Em geral, o modelo foi estruturado justamente para não depender do convênio tradicional entre empresa e banco, conforme explicações de mercado sobre o novo consignado privado. Ainda assim, a operação depende de registro formal e integração dos dados do vínculo.
Negativado pode contratar o Crédito do Trabalhador?
Pode haver análise mesmo para quem tem restrição, mas não existe aprovação automática. Cada instituição aplica sua política de risco.
O que acontece se eu for demitido depois de contratar?
O desconto em folha deixa de ocorrer normalmente, e o contrato pode seguir por outros meios de cobrança previstos. Também existem regras e previsões legais envolvendo verbas rescisórias, FGTS e multa rescisória, que devem ser confirmadas no contrato.
Férias, 13º ou adicionais aumentam o valor máximo do Crédito do Trabalhador?

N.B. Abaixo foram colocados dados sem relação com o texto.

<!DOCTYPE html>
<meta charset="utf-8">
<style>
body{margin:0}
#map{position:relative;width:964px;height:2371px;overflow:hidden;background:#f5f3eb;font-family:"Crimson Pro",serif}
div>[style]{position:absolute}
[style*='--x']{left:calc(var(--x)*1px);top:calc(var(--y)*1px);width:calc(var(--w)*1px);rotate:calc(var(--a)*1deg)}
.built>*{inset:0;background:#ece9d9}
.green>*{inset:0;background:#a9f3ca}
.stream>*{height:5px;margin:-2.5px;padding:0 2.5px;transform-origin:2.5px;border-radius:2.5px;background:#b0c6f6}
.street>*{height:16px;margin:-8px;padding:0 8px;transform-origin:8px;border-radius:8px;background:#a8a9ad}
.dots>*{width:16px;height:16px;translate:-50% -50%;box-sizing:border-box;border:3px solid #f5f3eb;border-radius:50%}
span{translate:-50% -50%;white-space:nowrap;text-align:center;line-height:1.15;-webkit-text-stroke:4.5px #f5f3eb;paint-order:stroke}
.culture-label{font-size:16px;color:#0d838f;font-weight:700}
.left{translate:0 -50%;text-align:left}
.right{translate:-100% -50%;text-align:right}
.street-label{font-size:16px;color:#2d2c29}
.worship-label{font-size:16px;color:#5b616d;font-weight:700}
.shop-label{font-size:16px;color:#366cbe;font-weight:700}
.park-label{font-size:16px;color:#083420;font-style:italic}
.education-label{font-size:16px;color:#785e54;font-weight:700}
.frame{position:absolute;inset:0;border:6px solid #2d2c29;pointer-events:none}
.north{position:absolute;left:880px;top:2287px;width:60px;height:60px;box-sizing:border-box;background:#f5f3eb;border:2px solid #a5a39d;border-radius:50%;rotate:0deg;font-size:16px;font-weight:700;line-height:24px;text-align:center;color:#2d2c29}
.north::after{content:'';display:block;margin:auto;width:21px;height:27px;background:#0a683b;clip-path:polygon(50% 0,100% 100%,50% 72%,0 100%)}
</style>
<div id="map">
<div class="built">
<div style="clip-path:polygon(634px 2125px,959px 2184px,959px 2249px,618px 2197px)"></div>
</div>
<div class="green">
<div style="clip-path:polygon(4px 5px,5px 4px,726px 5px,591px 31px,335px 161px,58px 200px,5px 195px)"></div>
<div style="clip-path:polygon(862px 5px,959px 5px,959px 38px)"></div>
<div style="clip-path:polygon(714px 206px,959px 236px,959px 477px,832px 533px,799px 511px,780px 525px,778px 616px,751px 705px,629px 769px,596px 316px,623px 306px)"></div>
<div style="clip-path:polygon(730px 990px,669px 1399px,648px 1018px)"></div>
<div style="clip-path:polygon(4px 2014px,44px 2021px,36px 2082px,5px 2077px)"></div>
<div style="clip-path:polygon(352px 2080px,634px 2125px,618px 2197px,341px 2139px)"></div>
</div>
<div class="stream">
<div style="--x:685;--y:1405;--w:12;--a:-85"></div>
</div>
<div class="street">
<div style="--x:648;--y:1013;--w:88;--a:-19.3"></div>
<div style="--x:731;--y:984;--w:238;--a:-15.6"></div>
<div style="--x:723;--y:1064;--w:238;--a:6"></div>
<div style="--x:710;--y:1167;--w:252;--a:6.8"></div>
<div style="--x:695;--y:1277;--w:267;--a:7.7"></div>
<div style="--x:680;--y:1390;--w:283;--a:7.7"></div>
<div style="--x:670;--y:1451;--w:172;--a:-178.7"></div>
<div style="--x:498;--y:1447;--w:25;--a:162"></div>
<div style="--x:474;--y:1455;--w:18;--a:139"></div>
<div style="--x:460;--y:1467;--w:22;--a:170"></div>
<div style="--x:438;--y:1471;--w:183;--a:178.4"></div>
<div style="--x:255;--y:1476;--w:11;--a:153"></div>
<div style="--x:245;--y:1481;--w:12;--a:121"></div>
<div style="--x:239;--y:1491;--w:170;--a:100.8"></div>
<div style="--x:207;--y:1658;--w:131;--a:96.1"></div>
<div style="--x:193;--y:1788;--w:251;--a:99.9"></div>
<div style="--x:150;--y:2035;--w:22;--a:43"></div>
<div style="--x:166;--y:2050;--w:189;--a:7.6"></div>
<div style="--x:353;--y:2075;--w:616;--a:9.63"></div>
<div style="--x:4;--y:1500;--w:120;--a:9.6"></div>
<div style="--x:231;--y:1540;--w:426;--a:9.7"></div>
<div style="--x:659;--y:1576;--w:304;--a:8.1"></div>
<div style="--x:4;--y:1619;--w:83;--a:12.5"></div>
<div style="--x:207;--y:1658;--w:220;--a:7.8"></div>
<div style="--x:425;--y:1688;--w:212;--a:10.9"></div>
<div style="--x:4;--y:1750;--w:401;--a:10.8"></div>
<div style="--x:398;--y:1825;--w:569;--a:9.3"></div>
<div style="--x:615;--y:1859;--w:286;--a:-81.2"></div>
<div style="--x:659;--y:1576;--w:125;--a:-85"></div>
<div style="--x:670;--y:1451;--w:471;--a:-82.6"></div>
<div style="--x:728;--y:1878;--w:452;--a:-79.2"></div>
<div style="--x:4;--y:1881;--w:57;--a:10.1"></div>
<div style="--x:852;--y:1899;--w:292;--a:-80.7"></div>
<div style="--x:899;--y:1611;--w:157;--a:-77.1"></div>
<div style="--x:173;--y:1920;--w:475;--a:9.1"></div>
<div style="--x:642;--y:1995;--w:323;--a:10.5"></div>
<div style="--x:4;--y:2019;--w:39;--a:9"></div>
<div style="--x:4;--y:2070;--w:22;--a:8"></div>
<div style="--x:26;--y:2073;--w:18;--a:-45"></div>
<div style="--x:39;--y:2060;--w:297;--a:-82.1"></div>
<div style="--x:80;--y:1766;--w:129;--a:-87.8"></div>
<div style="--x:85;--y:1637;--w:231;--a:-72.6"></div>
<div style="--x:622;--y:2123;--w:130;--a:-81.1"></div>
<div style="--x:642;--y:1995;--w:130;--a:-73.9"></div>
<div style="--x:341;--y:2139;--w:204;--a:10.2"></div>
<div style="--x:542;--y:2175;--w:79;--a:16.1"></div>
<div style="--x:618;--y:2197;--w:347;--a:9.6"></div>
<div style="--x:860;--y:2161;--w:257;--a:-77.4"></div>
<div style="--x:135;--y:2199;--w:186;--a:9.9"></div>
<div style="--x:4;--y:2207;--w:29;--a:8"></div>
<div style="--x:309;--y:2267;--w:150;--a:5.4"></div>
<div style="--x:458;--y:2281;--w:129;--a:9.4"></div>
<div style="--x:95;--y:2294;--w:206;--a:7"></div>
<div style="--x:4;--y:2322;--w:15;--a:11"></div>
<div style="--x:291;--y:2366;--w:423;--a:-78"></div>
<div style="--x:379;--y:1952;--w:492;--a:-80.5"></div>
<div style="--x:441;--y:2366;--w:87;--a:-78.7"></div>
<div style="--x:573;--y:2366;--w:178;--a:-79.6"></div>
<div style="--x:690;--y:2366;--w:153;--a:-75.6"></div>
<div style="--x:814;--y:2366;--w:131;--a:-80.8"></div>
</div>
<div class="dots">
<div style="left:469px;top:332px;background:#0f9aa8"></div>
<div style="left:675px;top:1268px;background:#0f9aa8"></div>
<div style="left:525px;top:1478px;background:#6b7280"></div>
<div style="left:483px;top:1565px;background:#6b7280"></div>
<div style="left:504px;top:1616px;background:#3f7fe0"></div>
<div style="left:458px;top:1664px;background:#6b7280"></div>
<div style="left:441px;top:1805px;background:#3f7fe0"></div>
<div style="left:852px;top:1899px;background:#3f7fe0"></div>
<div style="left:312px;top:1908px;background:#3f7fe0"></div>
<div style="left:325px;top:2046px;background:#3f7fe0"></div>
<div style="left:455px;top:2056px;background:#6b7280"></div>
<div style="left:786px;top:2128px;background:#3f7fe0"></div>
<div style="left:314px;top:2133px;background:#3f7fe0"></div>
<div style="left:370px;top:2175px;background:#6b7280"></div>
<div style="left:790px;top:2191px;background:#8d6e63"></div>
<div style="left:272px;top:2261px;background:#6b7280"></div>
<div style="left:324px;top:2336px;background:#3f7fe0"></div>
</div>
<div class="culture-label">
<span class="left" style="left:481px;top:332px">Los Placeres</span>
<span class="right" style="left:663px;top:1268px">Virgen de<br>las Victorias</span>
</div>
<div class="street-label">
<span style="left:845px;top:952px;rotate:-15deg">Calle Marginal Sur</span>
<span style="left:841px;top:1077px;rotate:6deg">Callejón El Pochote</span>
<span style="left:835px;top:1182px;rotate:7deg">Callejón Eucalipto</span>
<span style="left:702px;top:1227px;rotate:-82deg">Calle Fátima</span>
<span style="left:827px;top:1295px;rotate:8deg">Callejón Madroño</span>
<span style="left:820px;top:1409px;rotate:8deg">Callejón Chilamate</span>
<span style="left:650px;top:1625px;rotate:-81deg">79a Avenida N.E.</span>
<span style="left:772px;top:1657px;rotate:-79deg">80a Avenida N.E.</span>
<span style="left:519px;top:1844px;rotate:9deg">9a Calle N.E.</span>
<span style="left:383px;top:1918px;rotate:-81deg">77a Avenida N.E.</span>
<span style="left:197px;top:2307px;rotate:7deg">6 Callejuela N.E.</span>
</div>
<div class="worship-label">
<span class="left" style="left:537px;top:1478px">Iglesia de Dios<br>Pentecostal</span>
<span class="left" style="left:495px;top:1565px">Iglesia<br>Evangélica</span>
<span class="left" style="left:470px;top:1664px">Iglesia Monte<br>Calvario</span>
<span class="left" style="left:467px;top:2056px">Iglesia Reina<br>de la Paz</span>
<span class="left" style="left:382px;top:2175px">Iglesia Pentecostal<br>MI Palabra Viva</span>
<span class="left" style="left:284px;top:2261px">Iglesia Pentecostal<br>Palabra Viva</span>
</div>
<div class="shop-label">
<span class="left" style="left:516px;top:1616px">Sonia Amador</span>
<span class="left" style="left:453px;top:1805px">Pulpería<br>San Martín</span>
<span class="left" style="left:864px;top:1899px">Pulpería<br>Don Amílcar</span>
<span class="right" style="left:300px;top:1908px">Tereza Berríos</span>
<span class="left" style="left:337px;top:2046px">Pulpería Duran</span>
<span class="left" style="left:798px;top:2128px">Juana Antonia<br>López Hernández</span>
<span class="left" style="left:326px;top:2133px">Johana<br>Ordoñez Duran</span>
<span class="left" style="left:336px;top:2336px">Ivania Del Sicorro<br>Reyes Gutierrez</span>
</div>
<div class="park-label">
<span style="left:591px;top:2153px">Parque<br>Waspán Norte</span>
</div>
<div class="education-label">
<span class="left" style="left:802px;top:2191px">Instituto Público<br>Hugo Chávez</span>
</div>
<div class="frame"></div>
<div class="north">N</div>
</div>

Nem sempre. Verbas variáveis ou temporárias podem não ser consideradas da mesma forma que o salário líquido recorrente.
Como comparar propostas do Crédito do Trabalhador com segurança?
Compare valor liberado, número de parcelas, taxa mensal, CET e valor total pago. Não escolha só pela menor parcela ou pela promessa de maior liberação.